Collected data

==================================================

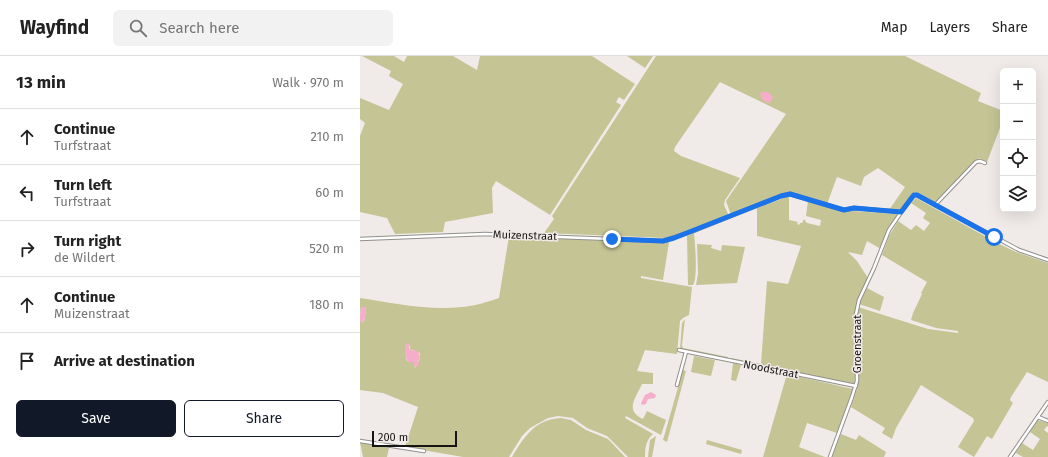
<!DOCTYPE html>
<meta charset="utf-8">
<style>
body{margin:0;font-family:"Fira Sans",sans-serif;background:#f2f2f2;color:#222}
.controls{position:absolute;right:12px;top:12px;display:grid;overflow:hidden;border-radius:6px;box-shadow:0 4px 16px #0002}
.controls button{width:36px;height:36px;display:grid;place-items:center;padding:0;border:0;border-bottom:1px solid #e0e0e0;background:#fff;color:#222;font:20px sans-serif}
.scale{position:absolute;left:12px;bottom:10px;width:85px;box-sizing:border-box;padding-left:4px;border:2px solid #171514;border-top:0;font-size:11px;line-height:14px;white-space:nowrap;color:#171514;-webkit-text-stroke:3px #f0ebe8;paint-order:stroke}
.stop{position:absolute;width:12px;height:12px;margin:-9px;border:3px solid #1a73e8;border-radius:50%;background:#fff}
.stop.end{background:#1a73e8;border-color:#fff;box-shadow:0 1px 4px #0008}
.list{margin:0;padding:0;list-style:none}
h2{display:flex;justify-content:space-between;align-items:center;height:52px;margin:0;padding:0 16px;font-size:17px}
h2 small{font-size:13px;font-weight:400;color:#767676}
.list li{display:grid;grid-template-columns:26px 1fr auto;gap:12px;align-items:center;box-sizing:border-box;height:56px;padding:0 16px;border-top:1px solid #e0e0e0}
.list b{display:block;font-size:15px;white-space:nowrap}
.list p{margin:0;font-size:13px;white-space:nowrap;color:#767676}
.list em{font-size:13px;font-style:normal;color:#767676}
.actions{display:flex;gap:8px;padding:12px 16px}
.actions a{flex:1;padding:9px 0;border:1px solid #111827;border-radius:6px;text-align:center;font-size:14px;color:#111827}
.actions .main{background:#111827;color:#fff}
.icon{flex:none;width:22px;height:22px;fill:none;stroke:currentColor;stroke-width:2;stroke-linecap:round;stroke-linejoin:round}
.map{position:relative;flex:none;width:688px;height:401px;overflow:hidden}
header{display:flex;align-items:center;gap:24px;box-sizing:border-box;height:56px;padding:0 20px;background:#fff;border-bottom:1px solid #e0e0e0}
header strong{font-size:19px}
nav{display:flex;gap:22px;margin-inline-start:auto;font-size:14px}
.search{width:280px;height:36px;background:#f2f2f2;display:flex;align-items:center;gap:10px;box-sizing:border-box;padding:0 14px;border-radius:6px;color:#767676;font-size:15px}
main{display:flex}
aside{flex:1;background:#fff}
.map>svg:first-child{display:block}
.green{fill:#c4c495;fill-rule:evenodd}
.water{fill:#f6adca}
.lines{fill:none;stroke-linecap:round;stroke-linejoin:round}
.minor-casing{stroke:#928e8b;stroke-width:4.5}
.minor{stroke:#fff;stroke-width:2.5}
.route{stroke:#1a73e8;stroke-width:5}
.labels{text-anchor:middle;stroke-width:3;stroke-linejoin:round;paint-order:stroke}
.street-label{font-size:11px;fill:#171514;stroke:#f0ebe8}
</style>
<header>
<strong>Wayfind</strong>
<div class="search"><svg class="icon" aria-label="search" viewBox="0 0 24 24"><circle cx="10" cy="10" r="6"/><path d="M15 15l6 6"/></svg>Search here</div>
<nav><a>Map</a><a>Layers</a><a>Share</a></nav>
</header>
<main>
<aside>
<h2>13 min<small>Walk · 970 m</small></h2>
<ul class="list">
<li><svg class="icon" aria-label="ahead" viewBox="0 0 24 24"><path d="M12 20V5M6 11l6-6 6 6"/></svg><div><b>Continue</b><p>Turfstraat</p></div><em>210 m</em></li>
<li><svg class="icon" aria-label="left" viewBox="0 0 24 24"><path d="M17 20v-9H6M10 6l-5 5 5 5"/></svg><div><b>Turn left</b><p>Turfstraat</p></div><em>60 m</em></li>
<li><svg class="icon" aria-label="right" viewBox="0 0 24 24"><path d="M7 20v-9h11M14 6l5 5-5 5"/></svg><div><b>Turn right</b><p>de Wildert</p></div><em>520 m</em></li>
<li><svg class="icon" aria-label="ahead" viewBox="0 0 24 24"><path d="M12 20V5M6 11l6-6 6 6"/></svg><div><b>Continue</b><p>Muizenstraat</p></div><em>180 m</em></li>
<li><svg class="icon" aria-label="arrive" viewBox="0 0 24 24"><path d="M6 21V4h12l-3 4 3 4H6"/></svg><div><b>Arrive at destination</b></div></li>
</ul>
<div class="actions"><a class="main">Save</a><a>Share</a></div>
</aside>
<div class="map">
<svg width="688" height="401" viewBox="0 0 688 401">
<rect width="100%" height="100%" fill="#f0ebe8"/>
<g class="green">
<path d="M 2,0 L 34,0 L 44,6 L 47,0 L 93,0 L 117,14 L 120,0 L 232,0 L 275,28 L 264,44 L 259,41 L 256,46 L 261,49 L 190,159 L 136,125 L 132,132 L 133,157 L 85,166 L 83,176 L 35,178 L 27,162 L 0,156 L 0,80 L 5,67 L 0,63 L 0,42 L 29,54 L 43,28 L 29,20 L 31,15 Z"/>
<path d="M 267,0 L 293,0 L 285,12 Z"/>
<path d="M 296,0 L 545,0 L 621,37 L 618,45 L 643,55 L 643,64 L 627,106 L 619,102 L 575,147 L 555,136 L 550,141 L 541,155 L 529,154 L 545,131 L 518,112 L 504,121 L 501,130 L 477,121 L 467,148 L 431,137 L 425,138 L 371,159 L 366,145 L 426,58 L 360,26 L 315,91 L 314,95 L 321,100 L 380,122 L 365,144 L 364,149 L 369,160 L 306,182 L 184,177 L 194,163 L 192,160 Z"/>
<path d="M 429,140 L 429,164 L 438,166 L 437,168 L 439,169 L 440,167 L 442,167 L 444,163 L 447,167 L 460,170 L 461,164 L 446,160 L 448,145 L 482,156 L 493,155 L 536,158 L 538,159 L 530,171 L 521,193 L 507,185 L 502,199 L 488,196 L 497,205 L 508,222 L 498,242 L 495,255 L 495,322 L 494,329 L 371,304 L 371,302 L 401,308 L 407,225 L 428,228 L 441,190 L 397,180 L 397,152 Z"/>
<path d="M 556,142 L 639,188 L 656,196 L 688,207 L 688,326 L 667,316 L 651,341 L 650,344 L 653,347 L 632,383 L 627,380 L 614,401 L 598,391 L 614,365 L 613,362 L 561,329 L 536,372 L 532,383 L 522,377 L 525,372 L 491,351 L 497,333 L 499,319 L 498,251 L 568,273 L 598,277 L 598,275 L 576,272 L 551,264 L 553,257 L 562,238 L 561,237 L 567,226 L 522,199 L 529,180 L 538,165 L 551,174 L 556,169 L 564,175 L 570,167 L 563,162 L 566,157 L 551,147 Z"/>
<path d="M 334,177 C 335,188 338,221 333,229 L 328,229 L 327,180 Z"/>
<path d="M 149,180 L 267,186 L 309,186 L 303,224 L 281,220 L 281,222 L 332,231 L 329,259 L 323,262 L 320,265 L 317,298 L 285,294 L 277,315 L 293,317 L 293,328 L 282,328 C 276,342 264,354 283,363 L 287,355 L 306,364 L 301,379 L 266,360 L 265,362 L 293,378 C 286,384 285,392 285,401 L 268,401 L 247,380 L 227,372 L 213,362 L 198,360 L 188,362 L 170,372 L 162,380 L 149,401 L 103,401 L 45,391 L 58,351 L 23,337 L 0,334 L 0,265 L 4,266 L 6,253 L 5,251 L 1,252 L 0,261 L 0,242 C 33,247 69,255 102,251 C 115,250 127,246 139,242 ZM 50,288 L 50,293 L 60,297 L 60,302 L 55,312 L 54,306 L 47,305 C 44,298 47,294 50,288 Z"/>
<path d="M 337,188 L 352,189 L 351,192 L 361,195 L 362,189 L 385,191 L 377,227 L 336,229 L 338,218 Z"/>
<path d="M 507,232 L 524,241 L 520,255 L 499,248 Z"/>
<path d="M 325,263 L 322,289 L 323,292 L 368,301 L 368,304 L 320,293 L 322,267 Z"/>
<path d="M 334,300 L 355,304 L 351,320 L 331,316 Z"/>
<path d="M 373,307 L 381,309 L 376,325 L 371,324 Z"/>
<path d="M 323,314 L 326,315 L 307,386 L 303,384 Z"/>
<path d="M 427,318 L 493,333 L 477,377 L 447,367 L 439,391 L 465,401 L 403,401 Z"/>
<path d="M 201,362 L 211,364 L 226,374 L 248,383 L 265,401 L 152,401 C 164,381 175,363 201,362 Z"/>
<path d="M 678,364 L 688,367 L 688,371 L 687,370 L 684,374 L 688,377 L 688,401 L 663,401 L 656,397 L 662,387 L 673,394 L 680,383 L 670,376 Z"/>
<path d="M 481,378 L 496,384 L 499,379 L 526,396 L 524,401 L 472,401 Z"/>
<path d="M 296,380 L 292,401 L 288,401 L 290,384 Z"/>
<path d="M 347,384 L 382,394 L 381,398 L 346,388 Z"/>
<path d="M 0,386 L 29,392 L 27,401 L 3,401 Z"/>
</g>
<g class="water">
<path d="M 405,36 L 408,36 L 413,41 L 410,47 C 404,47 401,43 400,37 Z"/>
<path d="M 3,250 L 5,251 L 6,253 L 4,266 L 0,265 C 0,260 0,253 3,250 Z"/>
<path d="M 47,287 L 50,288 L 49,292 C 54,298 59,290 60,302 L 58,305 L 59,308 L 57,311 L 54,310 L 54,306 L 51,306 L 49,307 C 45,302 43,292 47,287 Z"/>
<path d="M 291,336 L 296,339 L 295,342 L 288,343 L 286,348 L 282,349 L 281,347 L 285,339 Z"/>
</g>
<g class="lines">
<defs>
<g id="minor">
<path d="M 575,149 L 616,106 L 620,105 L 625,107"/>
<path d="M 0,183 L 125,178 L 303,185 L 336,174 L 421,140 L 430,138 L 484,154 L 494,152 L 541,156"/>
<path d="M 319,294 L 496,330"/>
<path d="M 317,329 L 326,296"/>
<path d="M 678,361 L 688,365"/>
<path d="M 0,385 L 64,395"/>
<path d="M 470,401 L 492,341 L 497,325 L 496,258 L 499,244 L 514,212 L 529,174 L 551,142 L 554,139 L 557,139 L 659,194 L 688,204"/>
<path d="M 650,401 L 688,346"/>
</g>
</defs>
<use href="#minor" class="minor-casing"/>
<use href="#minor" class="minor"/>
</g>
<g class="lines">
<path class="route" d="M 252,183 L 303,185 L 314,182 L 421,140 L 430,138 L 484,154 L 494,152 L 541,156 L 554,139 L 557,139 L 634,181"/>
</g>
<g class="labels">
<g class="street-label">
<text transform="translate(165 179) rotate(2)" y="4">Muizenstraat</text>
<text transform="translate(497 288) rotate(-90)" y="4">Groenstraat</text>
<text transform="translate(411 313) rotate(11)" y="4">Noodstraat</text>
</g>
</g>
</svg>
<div class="controls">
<button>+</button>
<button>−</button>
<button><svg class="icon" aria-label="locate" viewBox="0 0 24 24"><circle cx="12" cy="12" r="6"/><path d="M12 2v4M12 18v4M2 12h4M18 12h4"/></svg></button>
<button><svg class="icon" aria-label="layers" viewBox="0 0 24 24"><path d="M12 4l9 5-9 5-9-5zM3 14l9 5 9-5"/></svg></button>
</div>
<div class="scale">200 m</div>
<div class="stop" style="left:634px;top:181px"></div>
<div class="stop end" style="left:252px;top:183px"></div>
</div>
</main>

==================================================

Copy every line of the data that carries the word "nowrap".

.scale{position:absolute;left:12px;bottom:10px;width:85px;box-sizing:border-box;padding-left:4px;border:2px solid #171514;border-top:0;font-size:11px;line-height:14px;white-space:nowrap;color:#171514;-webkit-text-stroke:3px #f0ebe8;paint-order:stroke}
.list b{display:block;font-size:15px;white-space:nowrap}
.list p{margin:0;font-size:13px;white-space:nowrap;color:#767676}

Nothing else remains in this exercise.